The book is devoted to readers that are already familiar with RF/microwave engineering. The aim of writing this book has been to provide an up-to-date state of the art in artificial transmission lines, and an in-depth analysis and study of those aspects, structures, devices, and circuits that are more relevant (according to the criterion of the author) for RF/microwave engineering, including design guidelines that can be useful to researchers, engineers, or students involved in the topics covered by this book. Nevertheless, Chapter 1 is dedicated to the fundamentals of planar transmission lines for coherence and completeness, since most of the concepts of this chapter are used in the subsequent chapters, and are fundamental to understand the principles and ideas behind the design and applications of artificial transmission lines.

Chapter 2 is focused on artificial transmission lines based on periodic structures, where periodicity plays a fundamental role and is responsible for the presence of band gaps in the transmission spectrum of these lines. The Floquet analysis (leading to the concept of space harmonics), complemented by the coupled mode theory (from which useful expressions for the design of periodic artificial lines are derived), and the transfer matrix method (useful to obtain the dispersion relation of the fundamental space harmonic), are included in the chapter. The last part is devoted to the applications, which have been divided into those of periodic nonuniform transmission lines (e.g., harmonic and spurious suppression), and those of reactively loaded lines, where not only the reflection properties of periodic structures but also the inherent slow-wave effect associated to reactive loading, are exploited.
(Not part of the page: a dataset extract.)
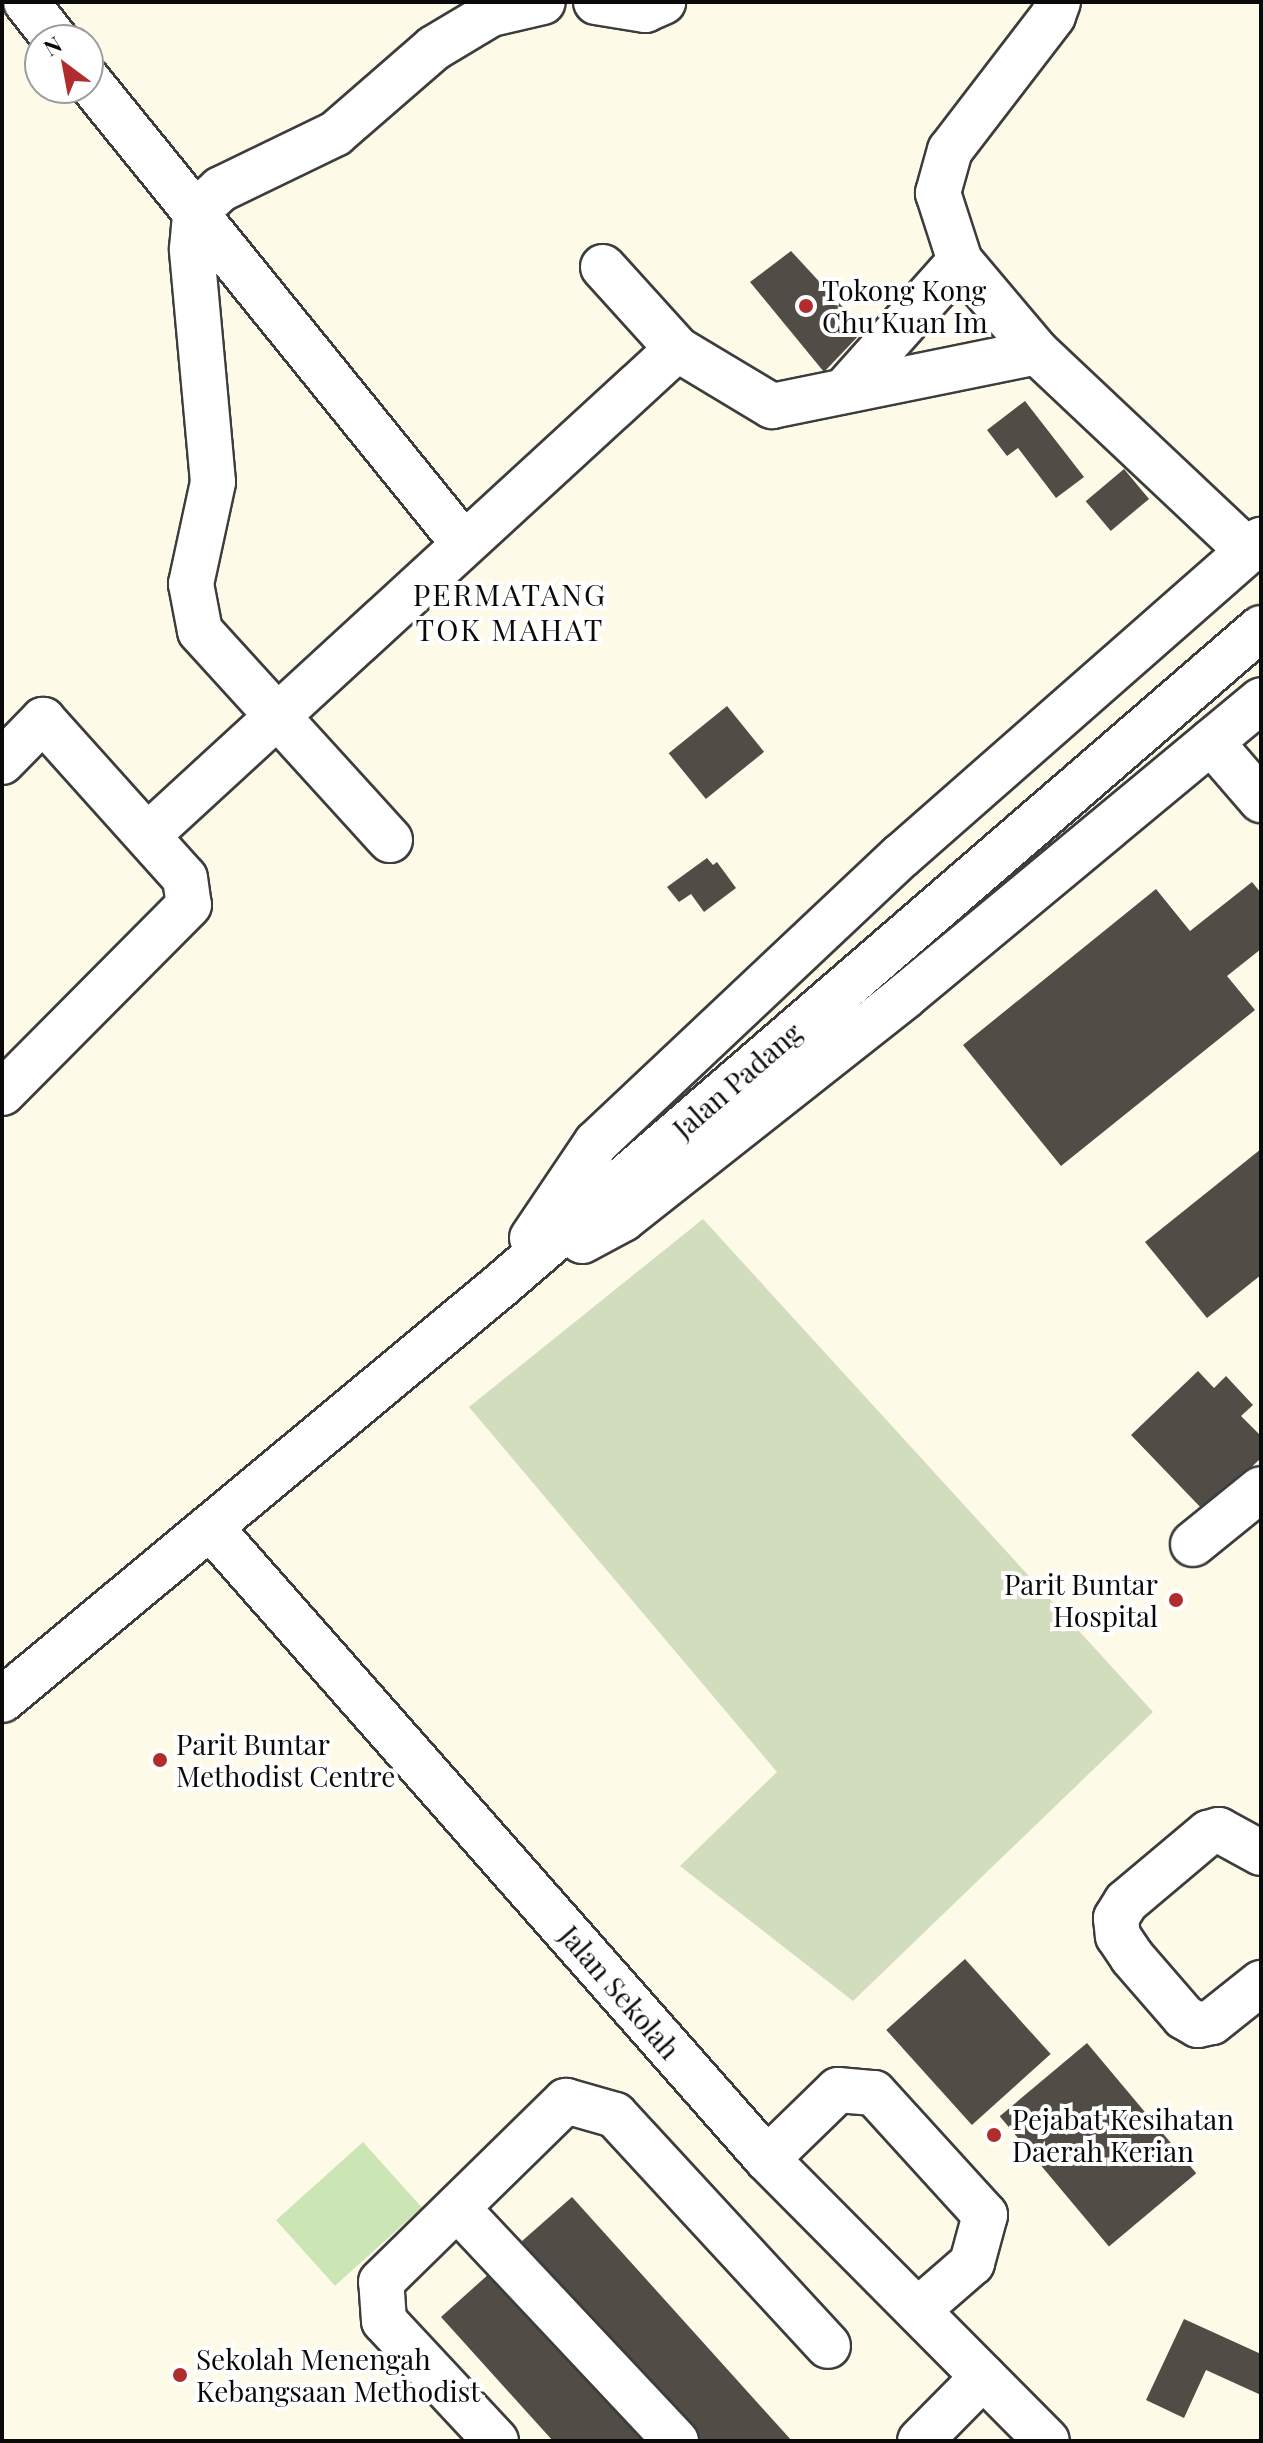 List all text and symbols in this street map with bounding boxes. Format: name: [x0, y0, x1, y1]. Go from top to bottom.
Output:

Chapters 3 and 4 are dedicated to artificial transmission lines inspired by metamaterials, or based on metamaterial concepts. The importance of these artificial lines in this book has forced the author to separate the fundamentals/theory and applications into different chapters in order to avoid an excessive chapter length. Thus, Chapter 3 is focused on the theory, circuit models, and main implementations of metamaterial transmission lines, whereas Chapter 4 deals with the applications. Many applications of metamaterial transmission lines are based on the superior controllability of the characteristic impedance and dispersion of these lines, as compared to ordinary lines, related to the presence of reactive elements loading the line. Indeed, metamaterial transmission lines have opened a new way of “thinking” in the design of microwave components, where tailoring the dispersion diagram, and not only the characteristic impedance, is the key aspect (we may accept that metamaterial transmission lines have given rise to microwave circuit design on the basis of impedance and dispersion engineering). The further controllability of the relevant line parameters (phase constant and characteristic impedance) in metamaterial transmission lines, as compared to ordinary lines, has a clear parallelism with the further controllability of the constitutive parameters (permittivity and permeability) in effective media metamaterials (periodic artificial structures exhibiting controllable EM properties, different from those of the materials which they are made). Indeed, we can define an effective permittivity and permeability in metamaterial transmission lines despite that these lines are one-dimensional structures, and we can design the lines in order to support backward (or left-handed) wave propagation (as occurs in metamaterials with simultaneous negative effective permittivity and permeability). However, whereas in effective media metamaterials periodicity and homogeneity (satisfied if the period is much smaller than the wavelength) are necessary conditions to properly define an effective permeability and permittivity, periodicity, and homogeneity are not requirements for impedance and dispersion engineering with metamaterial transmission lines.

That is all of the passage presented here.